Since TangoVia Buenos Aires believes the tango tradition continually reinvents itself, it produces new recordings and festivals every year, featuring today’s most notable artists in contemporary tango. Since 2003 TangoVia Buenos Aires has been the artistic producer of the Buenos Aires Tango Festival in Paris, in conjunction with the National Theater Palais Chaillot; 2008 marked the fourth edition of this festival. Other productions include the Festival Montpellier Danse 03, the Festival Buenos Aires Tango in the Auditorium Parco della Musica in Rome in both 2006 and 2008, and the Festival TangoVia Buenos Aires in both Genoa, Italy, and Lille, France, in 2005.

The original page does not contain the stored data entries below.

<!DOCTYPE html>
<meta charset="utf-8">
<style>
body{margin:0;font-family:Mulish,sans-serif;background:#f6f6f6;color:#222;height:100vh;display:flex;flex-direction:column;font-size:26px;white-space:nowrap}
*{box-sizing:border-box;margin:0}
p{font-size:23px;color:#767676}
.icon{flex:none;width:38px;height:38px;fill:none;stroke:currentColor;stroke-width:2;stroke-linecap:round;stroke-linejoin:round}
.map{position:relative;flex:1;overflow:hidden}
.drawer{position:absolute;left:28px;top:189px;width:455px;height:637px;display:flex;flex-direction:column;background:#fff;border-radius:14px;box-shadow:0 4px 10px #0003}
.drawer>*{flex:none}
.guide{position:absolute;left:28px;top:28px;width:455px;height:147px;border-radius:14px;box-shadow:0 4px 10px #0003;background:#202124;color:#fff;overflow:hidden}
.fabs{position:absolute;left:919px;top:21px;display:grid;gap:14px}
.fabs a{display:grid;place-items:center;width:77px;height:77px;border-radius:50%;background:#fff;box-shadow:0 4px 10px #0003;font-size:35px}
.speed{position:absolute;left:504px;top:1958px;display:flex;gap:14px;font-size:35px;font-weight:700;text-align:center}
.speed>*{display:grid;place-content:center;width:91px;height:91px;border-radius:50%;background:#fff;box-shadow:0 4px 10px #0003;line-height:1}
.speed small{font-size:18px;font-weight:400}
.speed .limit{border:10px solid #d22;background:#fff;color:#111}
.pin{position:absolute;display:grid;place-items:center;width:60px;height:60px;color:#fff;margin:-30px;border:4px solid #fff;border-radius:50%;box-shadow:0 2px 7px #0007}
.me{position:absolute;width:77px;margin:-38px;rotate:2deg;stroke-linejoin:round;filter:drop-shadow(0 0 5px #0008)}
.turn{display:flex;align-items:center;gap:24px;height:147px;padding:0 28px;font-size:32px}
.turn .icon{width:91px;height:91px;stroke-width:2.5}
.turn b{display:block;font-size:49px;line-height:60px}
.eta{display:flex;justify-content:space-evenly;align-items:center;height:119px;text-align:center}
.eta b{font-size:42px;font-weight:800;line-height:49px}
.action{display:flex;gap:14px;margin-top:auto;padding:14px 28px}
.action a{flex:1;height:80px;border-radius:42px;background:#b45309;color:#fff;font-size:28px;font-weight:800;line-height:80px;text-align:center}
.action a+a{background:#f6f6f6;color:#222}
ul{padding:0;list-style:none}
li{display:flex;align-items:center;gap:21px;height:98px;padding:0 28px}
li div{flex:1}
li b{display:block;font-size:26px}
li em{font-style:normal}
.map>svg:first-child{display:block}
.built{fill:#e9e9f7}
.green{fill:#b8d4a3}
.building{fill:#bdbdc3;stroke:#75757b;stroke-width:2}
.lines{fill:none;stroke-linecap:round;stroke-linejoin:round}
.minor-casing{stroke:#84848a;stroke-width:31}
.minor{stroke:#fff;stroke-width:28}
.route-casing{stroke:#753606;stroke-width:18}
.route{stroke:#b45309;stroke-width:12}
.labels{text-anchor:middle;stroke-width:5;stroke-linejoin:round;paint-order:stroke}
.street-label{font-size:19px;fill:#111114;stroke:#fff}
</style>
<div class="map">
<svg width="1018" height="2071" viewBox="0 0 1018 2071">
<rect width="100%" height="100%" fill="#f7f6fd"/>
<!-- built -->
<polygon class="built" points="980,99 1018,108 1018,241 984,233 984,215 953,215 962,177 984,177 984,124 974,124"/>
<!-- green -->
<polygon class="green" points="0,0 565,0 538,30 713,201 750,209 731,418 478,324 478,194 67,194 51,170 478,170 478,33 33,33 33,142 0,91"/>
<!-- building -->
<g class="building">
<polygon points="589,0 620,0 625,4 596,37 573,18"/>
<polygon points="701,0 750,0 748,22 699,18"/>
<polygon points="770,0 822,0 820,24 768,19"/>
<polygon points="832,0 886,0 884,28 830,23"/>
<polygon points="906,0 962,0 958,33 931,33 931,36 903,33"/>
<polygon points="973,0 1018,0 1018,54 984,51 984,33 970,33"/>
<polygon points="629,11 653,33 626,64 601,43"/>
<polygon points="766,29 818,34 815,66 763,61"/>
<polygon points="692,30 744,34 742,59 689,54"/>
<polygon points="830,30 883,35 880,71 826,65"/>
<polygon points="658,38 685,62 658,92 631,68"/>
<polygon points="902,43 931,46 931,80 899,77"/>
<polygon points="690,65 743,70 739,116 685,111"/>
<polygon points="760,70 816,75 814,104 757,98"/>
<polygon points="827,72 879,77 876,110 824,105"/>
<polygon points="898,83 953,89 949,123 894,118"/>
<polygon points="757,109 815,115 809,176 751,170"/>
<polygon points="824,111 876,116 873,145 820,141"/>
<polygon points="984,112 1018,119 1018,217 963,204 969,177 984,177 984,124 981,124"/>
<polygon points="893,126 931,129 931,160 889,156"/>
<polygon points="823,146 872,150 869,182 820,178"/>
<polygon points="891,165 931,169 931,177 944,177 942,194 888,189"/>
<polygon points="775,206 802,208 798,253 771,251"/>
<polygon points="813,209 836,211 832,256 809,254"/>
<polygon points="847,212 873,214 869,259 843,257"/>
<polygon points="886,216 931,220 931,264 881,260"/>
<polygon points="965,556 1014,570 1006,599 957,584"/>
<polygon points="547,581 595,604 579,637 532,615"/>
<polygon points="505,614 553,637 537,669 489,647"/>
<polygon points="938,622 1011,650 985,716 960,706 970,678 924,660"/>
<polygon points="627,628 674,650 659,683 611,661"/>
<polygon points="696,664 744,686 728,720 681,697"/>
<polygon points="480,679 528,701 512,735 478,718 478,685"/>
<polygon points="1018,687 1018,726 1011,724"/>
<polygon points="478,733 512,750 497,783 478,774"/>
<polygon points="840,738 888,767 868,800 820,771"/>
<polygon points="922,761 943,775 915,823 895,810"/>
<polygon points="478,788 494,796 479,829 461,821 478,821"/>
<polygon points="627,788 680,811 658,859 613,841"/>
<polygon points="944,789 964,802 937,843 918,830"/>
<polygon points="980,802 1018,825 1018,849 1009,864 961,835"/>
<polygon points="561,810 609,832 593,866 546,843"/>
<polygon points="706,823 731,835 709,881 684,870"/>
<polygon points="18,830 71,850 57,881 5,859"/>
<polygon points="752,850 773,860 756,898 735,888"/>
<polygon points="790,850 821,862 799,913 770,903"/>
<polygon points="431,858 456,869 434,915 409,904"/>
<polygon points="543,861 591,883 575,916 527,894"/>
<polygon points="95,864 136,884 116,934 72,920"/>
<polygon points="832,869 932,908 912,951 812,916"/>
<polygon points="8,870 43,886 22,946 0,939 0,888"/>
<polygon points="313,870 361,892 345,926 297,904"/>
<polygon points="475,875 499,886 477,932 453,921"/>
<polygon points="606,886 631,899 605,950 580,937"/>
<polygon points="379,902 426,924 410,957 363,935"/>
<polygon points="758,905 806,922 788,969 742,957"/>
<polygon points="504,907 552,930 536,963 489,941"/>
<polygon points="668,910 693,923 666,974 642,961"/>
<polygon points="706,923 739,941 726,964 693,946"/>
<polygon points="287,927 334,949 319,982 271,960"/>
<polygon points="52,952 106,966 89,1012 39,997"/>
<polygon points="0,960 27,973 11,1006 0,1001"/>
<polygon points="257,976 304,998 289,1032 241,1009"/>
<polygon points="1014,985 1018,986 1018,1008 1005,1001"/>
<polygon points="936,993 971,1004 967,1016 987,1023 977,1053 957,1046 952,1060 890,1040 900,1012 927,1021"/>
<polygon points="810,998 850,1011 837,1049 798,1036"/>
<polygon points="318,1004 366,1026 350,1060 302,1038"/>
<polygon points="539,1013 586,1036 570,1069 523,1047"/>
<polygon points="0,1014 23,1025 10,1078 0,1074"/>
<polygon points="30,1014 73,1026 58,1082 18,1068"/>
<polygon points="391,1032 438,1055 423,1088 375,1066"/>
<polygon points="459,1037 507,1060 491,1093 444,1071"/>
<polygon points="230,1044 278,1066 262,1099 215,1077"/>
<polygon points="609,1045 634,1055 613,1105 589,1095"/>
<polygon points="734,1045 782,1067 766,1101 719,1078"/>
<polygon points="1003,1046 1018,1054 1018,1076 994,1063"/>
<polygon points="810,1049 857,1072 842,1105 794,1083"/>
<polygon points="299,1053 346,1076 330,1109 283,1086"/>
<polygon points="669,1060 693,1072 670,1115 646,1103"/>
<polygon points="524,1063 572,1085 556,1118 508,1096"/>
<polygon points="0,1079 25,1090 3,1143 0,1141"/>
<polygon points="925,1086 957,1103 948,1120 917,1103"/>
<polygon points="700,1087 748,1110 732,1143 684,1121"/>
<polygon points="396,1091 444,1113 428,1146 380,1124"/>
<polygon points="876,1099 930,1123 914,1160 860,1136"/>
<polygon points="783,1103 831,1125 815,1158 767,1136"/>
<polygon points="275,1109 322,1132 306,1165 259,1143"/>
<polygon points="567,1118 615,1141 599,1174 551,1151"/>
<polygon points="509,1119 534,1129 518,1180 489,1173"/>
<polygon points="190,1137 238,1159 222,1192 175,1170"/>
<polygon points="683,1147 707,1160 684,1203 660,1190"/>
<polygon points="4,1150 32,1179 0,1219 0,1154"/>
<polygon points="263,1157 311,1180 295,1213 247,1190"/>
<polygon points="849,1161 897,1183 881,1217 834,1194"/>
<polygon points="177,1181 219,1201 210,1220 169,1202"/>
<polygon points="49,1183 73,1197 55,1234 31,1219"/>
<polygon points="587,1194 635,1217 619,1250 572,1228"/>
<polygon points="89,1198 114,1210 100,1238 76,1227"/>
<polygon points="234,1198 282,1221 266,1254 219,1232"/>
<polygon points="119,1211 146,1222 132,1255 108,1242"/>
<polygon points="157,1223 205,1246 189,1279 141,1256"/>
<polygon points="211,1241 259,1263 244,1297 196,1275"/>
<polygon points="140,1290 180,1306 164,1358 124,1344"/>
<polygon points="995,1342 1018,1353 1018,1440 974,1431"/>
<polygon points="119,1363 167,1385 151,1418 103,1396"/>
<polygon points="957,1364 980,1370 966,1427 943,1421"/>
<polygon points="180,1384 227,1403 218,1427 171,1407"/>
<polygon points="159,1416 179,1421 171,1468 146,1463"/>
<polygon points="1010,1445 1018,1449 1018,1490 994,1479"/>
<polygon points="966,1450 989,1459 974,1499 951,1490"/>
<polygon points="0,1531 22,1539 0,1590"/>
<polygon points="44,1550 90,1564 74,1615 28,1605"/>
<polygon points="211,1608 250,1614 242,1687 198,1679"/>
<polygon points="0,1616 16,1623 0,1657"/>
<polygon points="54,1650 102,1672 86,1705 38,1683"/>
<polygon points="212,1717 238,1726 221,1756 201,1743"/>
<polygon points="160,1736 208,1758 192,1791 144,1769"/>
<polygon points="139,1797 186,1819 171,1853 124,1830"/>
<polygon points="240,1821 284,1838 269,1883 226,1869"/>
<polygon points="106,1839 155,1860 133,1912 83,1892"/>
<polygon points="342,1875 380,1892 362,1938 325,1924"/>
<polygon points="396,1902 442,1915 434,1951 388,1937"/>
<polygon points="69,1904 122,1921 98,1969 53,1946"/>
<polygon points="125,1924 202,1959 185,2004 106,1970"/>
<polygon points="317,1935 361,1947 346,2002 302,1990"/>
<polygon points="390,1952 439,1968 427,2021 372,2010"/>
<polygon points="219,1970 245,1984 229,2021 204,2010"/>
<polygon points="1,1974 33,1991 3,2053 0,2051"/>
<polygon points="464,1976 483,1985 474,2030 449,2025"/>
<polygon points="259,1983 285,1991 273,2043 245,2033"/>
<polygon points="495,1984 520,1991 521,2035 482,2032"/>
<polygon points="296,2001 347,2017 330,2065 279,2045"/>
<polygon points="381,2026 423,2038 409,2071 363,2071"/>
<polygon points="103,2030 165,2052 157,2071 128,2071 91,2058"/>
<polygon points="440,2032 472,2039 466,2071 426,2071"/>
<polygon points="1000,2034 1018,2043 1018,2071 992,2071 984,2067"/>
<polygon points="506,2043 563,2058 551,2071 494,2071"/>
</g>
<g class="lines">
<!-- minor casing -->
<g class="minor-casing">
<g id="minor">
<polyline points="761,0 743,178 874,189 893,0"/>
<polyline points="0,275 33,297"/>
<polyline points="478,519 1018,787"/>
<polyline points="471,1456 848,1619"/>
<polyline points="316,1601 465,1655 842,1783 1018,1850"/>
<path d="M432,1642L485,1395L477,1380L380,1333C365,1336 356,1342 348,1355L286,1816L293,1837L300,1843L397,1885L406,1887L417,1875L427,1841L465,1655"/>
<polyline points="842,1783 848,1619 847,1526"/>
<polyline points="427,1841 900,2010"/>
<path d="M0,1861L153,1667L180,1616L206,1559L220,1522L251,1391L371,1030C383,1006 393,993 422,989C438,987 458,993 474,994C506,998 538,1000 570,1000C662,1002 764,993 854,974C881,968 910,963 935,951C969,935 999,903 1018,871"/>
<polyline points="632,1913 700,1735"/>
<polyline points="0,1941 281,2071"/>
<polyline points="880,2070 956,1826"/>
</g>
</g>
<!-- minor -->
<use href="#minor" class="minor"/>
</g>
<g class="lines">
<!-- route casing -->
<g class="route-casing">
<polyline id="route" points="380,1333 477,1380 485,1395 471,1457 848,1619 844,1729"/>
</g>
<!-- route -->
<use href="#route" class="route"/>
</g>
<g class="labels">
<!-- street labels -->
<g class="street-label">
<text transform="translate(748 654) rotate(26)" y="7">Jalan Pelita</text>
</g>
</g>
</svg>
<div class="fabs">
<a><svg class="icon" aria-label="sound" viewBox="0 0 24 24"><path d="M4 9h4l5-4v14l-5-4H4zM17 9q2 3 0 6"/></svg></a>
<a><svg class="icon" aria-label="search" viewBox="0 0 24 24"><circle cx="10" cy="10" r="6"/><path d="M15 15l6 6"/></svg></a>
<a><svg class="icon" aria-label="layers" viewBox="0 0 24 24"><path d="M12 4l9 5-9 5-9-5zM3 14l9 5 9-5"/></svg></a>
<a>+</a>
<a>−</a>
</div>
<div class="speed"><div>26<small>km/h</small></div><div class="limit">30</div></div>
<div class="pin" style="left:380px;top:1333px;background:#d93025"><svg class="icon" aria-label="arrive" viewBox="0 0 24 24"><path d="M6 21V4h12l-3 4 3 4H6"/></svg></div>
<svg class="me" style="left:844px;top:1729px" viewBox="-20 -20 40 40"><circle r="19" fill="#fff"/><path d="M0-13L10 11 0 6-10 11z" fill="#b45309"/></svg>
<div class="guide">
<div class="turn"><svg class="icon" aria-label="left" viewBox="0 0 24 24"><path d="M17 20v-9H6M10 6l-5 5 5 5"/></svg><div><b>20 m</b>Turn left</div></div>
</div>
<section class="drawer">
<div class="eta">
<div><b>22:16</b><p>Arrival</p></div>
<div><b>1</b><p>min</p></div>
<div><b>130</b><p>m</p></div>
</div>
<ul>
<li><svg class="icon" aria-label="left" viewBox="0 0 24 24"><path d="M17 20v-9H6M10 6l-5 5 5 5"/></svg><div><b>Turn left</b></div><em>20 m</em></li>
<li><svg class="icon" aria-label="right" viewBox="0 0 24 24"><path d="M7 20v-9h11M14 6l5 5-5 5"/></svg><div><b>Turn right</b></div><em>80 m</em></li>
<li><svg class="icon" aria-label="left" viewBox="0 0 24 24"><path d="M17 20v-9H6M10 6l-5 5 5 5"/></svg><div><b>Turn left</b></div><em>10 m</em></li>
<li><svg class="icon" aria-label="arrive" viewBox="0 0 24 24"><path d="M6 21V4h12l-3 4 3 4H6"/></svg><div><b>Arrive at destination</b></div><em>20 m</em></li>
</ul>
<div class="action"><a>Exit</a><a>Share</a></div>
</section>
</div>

In the field of CD production, TangoVia Buenos Aires has launched two series. One of them is "El arte del bandoneón" (The Art of the Bandoneon). This series intends to create and preserve a kind of musical memory: a unique register of the most outstanding contemporary bandoneon players, recorded intimately playing solos on the bandoneon. The series began with the CD “Instantaneas” by Julio Pane and continued in 2008 with the CDs “Tiempo Esperado” by Néstor Marconi, “Mi Fueye Querido” by Leopoldo Federico, which won the 2009 Latin Grammy Award for Best Tango Album, and “Mi Refugio” by Walter Rios. The second series “El arte de la orquesta típica" (The Art of the Tango Orchestra) began with “Amanecer Ciudadano” featuring an orchestra directed by the renowned bandoneonist Víctor Lavallén.

==Support==
TangoVia Buenos Aires is supported by numerous public and private institutions, both in Argentina and abroad, including The Government of the City of Buenos Aires, la Sociedad Argentina de Autores y Compositores de Música (SADAIC), la Asociación Argentina de Intérpretes Musicales (AADI), Universidad Nacional de Quilmes, Biblioteca Nacional de la Republica Argentina, Instituto Nacional de Cine y Artes Audiovisuales (INCAA), Festival de Tango Buenos Aires, IICES, Jazz at Lincoln Center, CODARTS (Conservatory of Rotterdam), Sydney Youth Orchestra, Fondazione Musica per Roma and Parco della Musica, Publishing Houses Warner/Chappell Music and Epsa Publishing, and the Foundation “La Casa del Tango”.